There are four tunnels reported to be found, and about sixteen that are reported to be unfound, but I have a hard time believing that they still unknowns.  Maybe I have too much faith in our military, but I'm willing to bet that they were all found within a month or two of the first one.  Whether or not the military wants to report that is on them, but I know I wouldn't.  That's just bad strategy.

The photo above was taken at Dorasan Station, the last operating South Korean station before North Korea.  There used to be another one, further North, but the DPRK abused it, and so it was shut down.  I can't help but be excited about this station.  One day, when Korea is unified again (and I firmly believe it will be), this station will connect Busan (the Southern-most train station in Korea) to Lodon.  I fully intend on traveling the whole length of these tracks within my lifetime.
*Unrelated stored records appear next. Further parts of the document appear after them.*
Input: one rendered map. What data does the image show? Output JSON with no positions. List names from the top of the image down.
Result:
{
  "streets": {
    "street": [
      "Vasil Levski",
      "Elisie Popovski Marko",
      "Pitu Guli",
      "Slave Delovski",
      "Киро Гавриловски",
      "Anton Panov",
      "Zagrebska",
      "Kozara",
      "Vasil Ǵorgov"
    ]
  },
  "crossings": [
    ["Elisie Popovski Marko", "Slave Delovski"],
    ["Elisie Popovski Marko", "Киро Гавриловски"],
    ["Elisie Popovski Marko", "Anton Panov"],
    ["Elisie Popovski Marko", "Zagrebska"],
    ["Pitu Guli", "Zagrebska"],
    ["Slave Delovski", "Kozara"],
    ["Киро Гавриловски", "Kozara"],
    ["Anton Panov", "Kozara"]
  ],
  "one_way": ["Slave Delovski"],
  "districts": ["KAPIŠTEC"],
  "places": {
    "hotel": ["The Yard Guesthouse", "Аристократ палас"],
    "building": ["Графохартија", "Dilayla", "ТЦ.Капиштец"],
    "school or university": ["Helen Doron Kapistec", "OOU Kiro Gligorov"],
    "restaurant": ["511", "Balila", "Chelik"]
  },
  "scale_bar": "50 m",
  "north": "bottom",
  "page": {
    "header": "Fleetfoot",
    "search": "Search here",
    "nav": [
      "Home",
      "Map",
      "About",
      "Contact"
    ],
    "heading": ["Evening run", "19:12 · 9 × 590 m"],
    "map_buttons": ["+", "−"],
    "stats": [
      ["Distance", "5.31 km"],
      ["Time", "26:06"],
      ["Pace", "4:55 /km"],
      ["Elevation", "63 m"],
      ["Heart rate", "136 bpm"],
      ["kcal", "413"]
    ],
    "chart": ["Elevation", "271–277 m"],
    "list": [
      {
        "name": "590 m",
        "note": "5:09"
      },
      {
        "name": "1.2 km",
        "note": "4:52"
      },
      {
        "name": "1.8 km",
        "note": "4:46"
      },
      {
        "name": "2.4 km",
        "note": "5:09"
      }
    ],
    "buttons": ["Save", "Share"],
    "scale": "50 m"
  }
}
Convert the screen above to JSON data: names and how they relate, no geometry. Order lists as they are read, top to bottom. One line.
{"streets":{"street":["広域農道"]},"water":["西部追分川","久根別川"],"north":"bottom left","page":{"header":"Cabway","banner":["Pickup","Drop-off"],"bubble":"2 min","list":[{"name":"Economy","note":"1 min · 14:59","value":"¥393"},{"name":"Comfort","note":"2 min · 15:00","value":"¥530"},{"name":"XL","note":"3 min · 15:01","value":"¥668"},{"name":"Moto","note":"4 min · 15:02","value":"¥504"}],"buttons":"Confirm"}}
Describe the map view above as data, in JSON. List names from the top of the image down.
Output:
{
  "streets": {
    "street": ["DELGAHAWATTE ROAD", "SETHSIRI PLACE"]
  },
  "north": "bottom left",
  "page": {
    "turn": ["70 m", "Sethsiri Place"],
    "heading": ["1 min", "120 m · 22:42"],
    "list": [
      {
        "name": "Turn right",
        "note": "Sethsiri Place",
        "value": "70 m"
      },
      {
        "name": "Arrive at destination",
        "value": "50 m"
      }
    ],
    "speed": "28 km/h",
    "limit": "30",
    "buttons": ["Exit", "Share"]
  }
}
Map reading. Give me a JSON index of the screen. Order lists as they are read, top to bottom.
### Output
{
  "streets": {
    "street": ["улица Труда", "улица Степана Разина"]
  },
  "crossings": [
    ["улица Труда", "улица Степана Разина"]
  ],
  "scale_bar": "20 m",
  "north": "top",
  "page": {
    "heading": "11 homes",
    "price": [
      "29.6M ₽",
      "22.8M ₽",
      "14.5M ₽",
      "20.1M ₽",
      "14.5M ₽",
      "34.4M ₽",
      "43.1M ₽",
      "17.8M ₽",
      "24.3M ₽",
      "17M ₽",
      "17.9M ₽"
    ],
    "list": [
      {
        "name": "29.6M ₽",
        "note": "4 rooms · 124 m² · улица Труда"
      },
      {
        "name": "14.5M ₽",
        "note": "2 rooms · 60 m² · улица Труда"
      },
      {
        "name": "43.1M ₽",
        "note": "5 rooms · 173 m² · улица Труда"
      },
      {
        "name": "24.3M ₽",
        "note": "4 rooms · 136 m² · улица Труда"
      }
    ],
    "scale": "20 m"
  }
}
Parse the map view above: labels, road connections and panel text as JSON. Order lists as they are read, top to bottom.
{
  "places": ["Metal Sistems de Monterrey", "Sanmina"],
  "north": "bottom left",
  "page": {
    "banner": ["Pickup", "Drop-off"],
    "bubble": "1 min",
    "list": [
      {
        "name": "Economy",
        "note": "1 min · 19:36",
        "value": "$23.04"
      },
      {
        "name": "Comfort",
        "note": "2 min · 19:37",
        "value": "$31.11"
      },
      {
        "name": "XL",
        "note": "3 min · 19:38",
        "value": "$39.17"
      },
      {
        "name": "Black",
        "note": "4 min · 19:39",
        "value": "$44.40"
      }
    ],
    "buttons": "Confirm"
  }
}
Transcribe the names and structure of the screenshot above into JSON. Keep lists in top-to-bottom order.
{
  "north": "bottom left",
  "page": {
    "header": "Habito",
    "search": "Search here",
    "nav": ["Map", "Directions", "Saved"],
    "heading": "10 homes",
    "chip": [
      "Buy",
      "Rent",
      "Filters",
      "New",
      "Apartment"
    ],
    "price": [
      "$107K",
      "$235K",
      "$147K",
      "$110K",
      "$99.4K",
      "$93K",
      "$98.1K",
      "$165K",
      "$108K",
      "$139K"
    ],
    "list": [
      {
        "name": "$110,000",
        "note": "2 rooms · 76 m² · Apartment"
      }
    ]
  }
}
One day, I will show this picture to my grandchildren, as so many grandparents showed us their pictures of the Berlin Wall.  I will tell them how so many people thought that the cities down these tracks were closed of forever, and I will tell my grandchildren how those people were wrong.  I will tell them how my fingers were not a "V for Victory," but a sign of peace, my hope for the future and the legacy I want to leave behind.

Family portrait number two - at the crossroads of Korea.

Pray for peace.  L-rd knows, this world so desperately needs it.